_Task item_
Would you please copy each line of the data in which the string "Quick" occurs?
### Available data ###
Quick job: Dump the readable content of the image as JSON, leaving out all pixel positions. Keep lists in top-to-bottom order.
###
### Available data ###
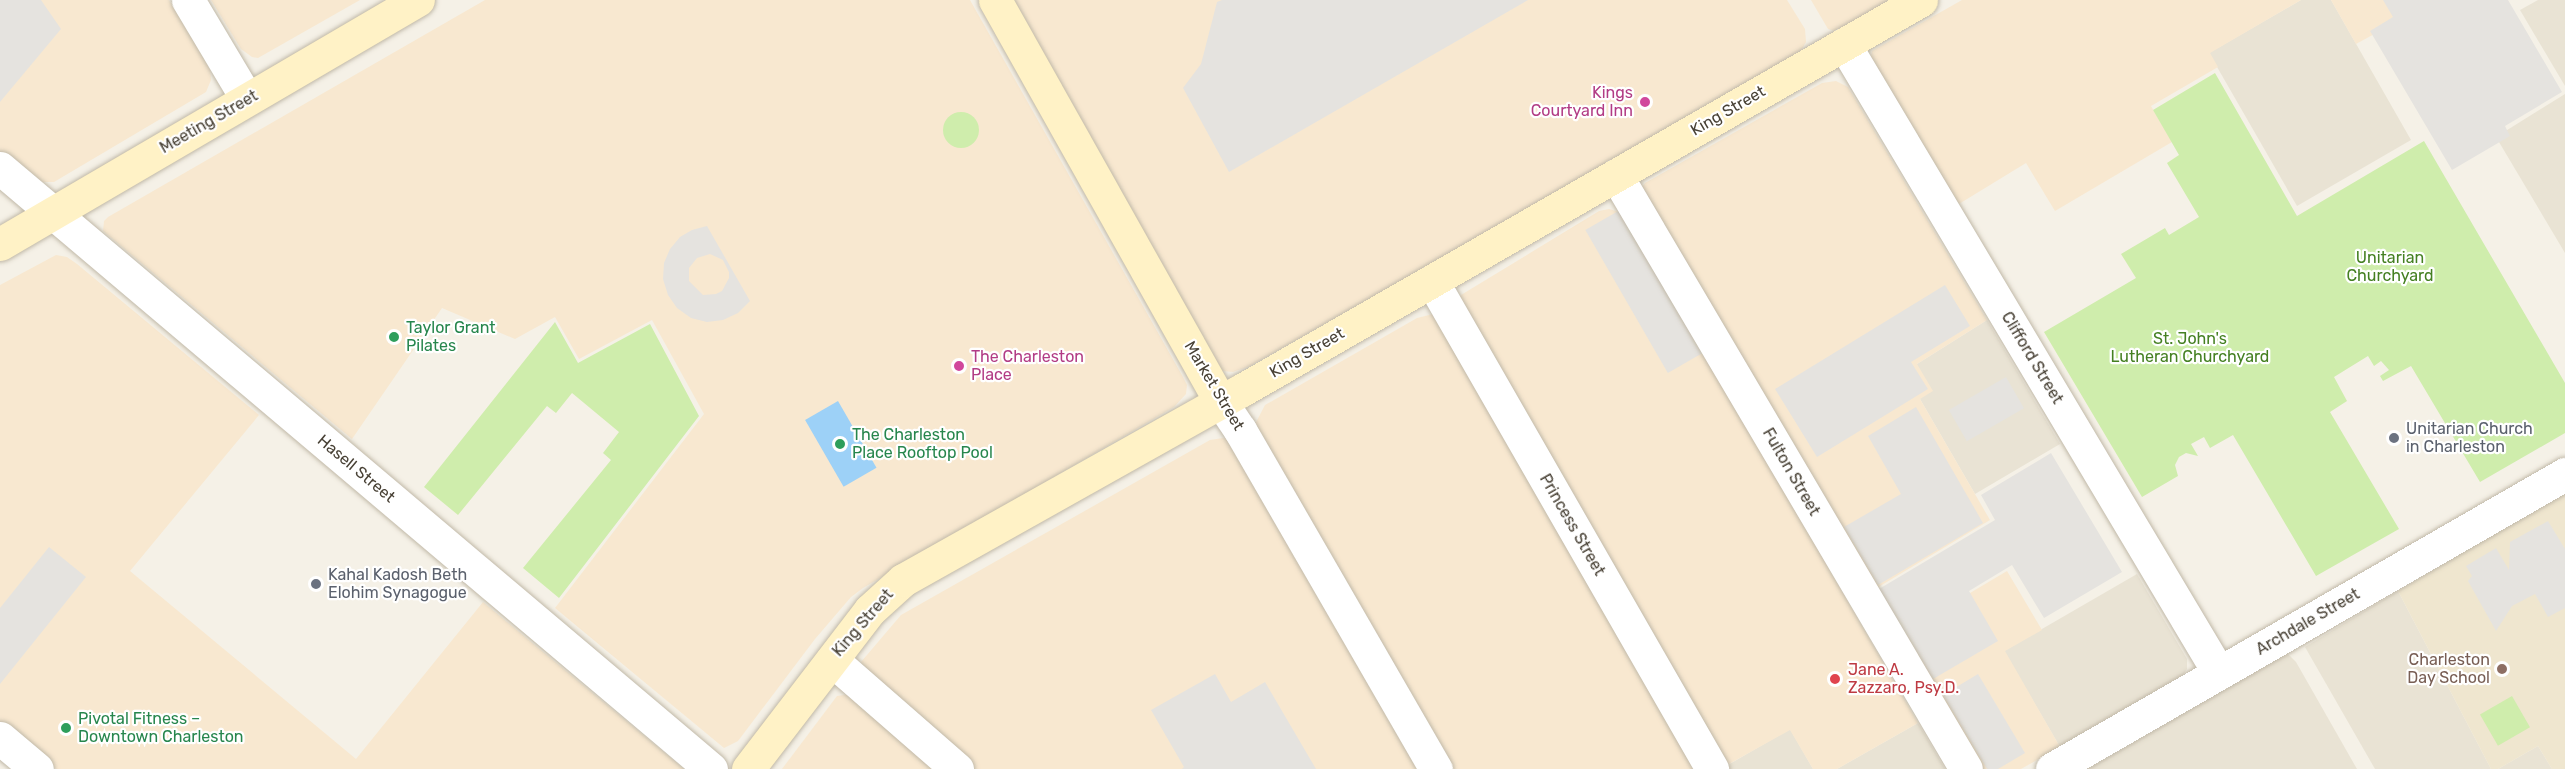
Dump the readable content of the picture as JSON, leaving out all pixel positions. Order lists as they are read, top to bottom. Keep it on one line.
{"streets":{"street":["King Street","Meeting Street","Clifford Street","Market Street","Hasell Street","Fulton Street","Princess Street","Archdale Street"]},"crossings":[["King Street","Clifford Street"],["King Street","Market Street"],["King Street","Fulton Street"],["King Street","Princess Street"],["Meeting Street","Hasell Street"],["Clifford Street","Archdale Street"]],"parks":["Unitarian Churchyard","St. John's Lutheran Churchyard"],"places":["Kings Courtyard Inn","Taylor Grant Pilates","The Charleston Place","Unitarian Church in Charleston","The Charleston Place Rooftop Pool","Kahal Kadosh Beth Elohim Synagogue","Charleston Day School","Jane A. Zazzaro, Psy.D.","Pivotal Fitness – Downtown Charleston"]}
###
### Available data ###
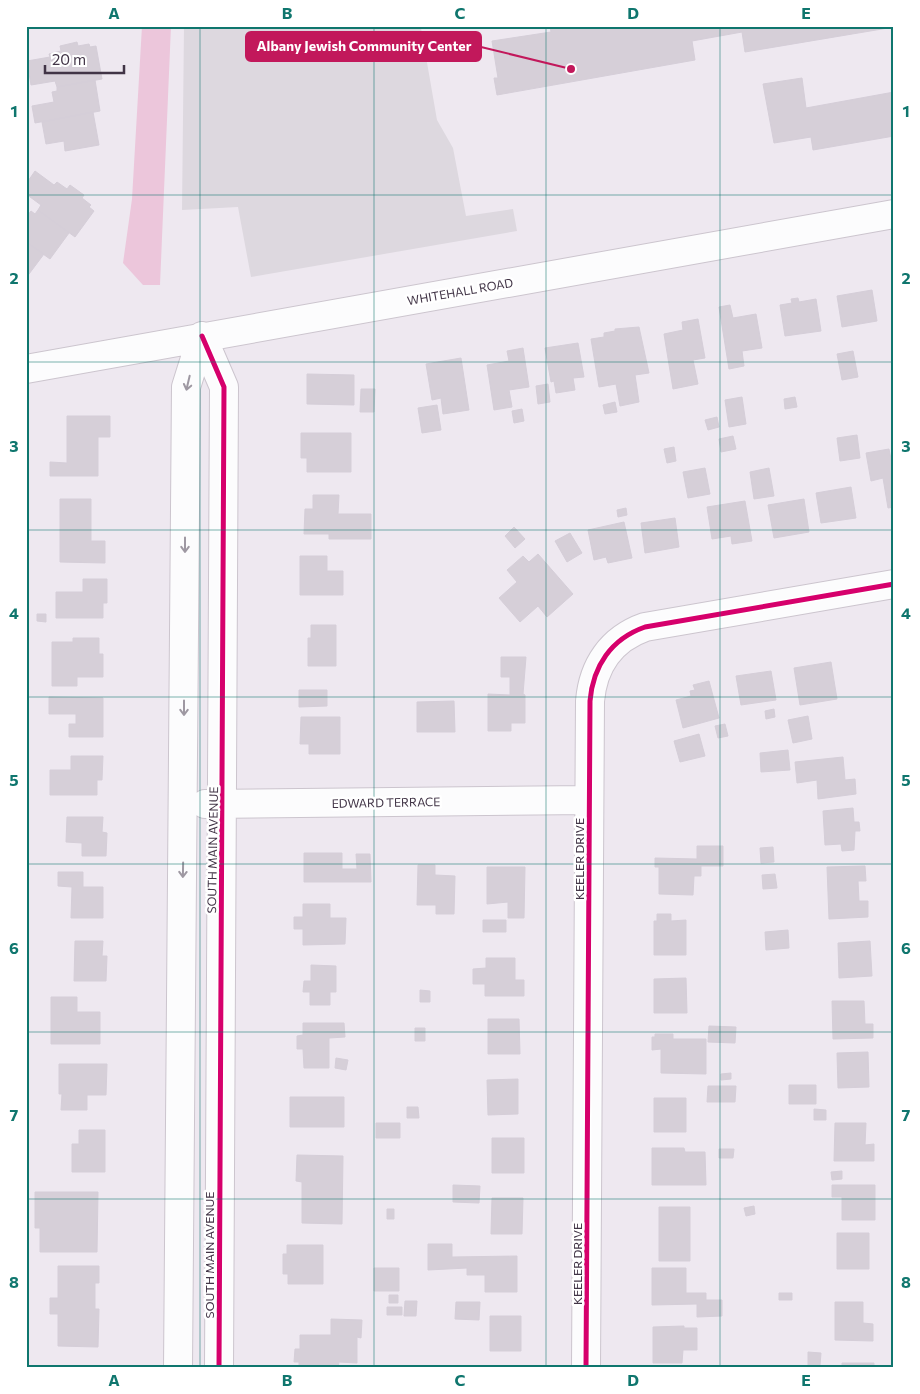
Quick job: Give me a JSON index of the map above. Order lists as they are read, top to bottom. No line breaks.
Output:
###
_Solution to the problem_
Quick job: Dump the readable content of the image as JSON, leaving out all pixel positions. Keep lists in top-to-bottom order.
Quick job: Give me a JSON index of the map above. Order lists as they are read, top to bottom. No line breaks.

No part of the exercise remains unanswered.